→ **Work task**: Pick out all lines with the word "stream" from the records that follow.

→ **Information given**:
Segment Open

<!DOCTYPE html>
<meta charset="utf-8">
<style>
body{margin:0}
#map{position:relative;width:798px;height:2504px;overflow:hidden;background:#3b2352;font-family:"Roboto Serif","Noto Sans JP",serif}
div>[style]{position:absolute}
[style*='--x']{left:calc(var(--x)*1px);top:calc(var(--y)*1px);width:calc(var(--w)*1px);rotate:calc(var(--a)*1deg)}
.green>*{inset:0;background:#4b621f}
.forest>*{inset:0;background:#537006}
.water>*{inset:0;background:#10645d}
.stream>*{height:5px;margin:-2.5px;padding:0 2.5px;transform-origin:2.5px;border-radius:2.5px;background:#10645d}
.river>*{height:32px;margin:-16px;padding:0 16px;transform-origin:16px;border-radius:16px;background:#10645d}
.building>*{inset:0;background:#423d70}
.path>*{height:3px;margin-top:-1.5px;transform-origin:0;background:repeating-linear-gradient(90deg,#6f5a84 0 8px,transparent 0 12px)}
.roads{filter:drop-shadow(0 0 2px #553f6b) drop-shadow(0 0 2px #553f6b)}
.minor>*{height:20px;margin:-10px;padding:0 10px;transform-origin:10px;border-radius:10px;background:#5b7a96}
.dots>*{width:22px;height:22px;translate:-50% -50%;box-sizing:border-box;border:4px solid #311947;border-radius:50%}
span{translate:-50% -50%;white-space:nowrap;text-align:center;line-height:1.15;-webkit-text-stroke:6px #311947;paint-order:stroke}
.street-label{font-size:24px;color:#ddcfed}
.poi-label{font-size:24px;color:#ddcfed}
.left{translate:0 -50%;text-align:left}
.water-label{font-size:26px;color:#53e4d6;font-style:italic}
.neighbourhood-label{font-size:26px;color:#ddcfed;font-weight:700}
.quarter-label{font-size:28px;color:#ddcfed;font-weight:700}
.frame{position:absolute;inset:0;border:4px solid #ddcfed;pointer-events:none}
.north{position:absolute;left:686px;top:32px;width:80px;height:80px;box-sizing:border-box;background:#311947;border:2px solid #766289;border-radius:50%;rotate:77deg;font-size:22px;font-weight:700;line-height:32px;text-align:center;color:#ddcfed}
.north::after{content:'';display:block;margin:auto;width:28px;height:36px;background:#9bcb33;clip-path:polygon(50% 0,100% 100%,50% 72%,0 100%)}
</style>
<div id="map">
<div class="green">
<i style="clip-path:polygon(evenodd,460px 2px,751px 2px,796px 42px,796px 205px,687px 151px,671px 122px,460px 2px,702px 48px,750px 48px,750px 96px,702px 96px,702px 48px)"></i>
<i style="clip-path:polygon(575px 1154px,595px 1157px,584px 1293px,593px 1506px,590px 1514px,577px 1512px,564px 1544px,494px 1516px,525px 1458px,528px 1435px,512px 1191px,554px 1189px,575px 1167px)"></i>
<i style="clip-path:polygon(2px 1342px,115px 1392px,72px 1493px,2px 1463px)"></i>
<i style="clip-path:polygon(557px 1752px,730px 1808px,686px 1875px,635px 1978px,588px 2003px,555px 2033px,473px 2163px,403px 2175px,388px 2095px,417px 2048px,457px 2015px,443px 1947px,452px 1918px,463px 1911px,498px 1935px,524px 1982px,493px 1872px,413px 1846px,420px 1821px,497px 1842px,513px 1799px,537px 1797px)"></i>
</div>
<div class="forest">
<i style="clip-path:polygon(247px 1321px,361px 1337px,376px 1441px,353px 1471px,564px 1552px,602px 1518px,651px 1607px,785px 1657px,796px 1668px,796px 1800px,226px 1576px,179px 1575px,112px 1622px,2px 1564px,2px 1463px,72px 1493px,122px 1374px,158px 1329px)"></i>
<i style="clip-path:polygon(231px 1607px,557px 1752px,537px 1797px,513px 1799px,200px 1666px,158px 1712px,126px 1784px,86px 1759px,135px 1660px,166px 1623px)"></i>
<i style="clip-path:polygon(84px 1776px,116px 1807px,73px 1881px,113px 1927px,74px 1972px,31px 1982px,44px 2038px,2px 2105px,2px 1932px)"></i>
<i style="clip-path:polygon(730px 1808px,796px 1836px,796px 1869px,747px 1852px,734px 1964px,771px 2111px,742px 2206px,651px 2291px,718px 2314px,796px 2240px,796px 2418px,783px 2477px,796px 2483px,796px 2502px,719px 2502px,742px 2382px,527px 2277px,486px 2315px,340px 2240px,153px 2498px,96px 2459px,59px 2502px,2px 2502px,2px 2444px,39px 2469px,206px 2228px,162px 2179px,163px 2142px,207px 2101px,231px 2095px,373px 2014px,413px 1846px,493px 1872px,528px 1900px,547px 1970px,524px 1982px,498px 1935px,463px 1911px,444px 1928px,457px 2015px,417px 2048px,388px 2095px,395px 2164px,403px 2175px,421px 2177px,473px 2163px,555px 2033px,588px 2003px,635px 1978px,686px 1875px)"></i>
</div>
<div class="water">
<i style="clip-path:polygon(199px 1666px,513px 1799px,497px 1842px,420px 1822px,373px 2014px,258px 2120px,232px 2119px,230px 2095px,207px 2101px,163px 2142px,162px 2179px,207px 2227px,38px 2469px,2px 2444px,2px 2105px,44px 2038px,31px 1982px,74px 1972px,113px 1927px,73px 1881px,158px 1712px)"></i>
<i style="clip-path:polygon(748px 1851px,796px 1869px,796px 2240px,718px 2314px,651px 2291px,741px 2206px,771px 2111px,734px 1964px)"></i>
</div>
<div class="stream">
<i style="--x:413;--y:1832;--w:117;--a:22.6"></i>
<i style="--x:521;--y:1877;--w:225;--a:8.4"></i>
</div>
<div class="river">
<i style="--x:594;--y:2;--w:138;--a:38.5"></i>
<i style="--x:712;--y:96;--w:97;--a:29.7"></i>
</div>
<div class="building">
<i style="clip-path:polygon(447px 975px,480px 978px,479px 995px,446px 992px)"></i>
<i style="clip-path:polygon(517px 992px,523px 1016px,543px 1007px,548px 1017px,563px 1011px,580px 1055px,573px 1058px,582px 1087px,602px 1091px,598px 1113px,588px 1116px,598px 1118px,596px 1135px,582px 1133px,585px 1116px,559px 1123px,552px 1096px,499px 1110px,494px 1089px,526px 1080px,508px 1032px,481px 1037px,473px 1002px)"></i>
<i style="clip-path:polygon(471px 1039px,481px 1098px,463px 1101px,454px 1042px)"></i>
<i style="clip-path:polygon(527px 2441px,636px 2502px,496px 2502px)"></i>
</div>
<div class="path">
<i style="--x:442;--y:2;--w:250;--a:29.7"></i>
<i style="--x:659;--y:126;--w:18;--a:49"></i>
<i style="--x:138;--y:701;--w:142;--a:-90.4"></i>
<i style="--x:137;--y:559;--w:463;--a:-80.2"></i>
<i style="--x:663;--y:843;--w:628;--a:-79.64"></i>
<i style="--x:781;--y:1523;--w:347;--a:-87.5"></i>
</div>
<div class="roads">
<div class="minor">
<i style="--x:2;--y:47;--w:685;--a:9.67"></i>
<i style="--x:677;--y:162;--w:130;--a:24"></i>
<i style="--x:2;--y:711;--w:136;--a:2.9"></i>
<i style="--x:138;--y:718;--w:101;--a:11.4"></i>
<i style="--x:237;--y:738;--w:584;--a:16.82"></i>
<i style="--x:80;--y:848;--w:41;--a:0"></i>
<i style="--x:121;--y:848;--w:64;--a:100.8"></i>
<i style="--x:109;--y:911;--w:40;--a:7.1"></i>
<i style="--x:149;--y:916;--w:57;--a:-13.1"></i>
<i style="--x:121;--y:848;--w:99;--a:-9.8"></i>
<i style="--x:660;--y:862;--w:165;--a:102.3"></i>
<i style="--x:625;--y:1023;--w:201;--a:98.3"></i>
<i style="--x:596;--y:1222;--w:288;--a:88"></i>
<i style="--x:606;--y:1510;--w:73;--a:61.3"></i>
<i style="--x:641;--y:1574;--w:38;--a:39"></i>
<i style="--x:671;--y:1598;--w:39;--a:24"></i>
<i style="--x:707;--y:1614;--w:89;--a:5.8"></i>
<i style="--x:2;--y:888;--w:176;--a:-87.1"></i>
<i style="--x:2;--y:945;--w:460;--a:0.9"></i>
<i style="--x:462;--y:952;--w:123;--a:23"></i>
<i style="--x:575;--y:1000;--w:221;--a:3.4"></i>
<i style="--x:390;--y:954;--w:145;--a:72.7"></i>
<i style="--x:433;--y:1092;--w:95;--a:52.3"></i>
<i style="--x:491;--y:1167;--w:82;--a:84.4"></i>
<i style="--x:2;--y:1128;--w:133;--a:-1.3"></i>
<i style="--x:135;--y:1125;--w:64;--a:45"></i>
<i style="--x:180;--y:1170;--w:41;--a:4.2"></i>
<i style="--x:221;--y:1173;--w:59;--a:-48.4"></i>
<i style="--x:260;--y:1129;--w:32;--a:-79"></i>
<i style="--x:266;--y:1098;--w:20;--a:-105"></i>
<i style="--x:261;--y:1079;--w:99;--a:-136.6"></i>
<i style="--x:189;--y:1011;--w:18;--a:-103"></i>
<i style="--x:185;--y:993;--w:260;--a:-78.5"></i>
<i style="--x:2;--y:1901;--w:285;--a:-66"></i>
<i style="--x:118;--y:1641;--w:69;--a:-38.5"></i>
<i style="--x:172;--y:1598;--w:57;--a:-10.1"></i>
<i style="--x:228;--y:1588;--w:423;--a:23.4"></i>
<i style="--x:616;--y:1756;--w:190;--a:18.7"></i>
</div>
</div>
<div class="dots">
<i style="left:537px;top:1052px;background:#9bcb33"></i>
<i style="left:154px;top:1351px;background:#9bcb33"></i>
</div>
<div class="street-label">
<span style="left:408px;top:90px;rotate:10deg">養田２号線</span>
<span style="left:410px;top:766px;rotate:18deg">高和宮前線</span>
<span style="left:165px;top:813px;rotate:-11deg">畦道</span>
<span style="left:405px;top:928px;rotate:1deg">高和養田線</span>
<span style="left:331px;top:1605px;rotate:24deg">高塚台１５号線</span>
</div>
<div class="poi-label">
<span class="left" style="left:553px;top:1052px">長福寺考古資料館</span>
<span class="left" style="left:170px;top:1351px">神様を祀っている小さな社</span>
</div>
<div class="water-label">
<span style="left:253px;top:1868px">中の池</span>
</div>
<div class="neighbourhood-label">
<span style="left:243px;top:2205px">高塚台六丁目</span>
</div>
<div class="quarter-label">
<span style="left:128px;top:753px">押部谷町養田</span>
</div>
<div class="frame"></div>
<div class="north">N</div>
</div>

Segment Closed

→ **Exercise result**:
.stream>*{height:5px;margin:-2.5px;padding:0 2.5px;transform-origin:2.5px;border-radius:2.5px;background:#10645d}
<div class="stream">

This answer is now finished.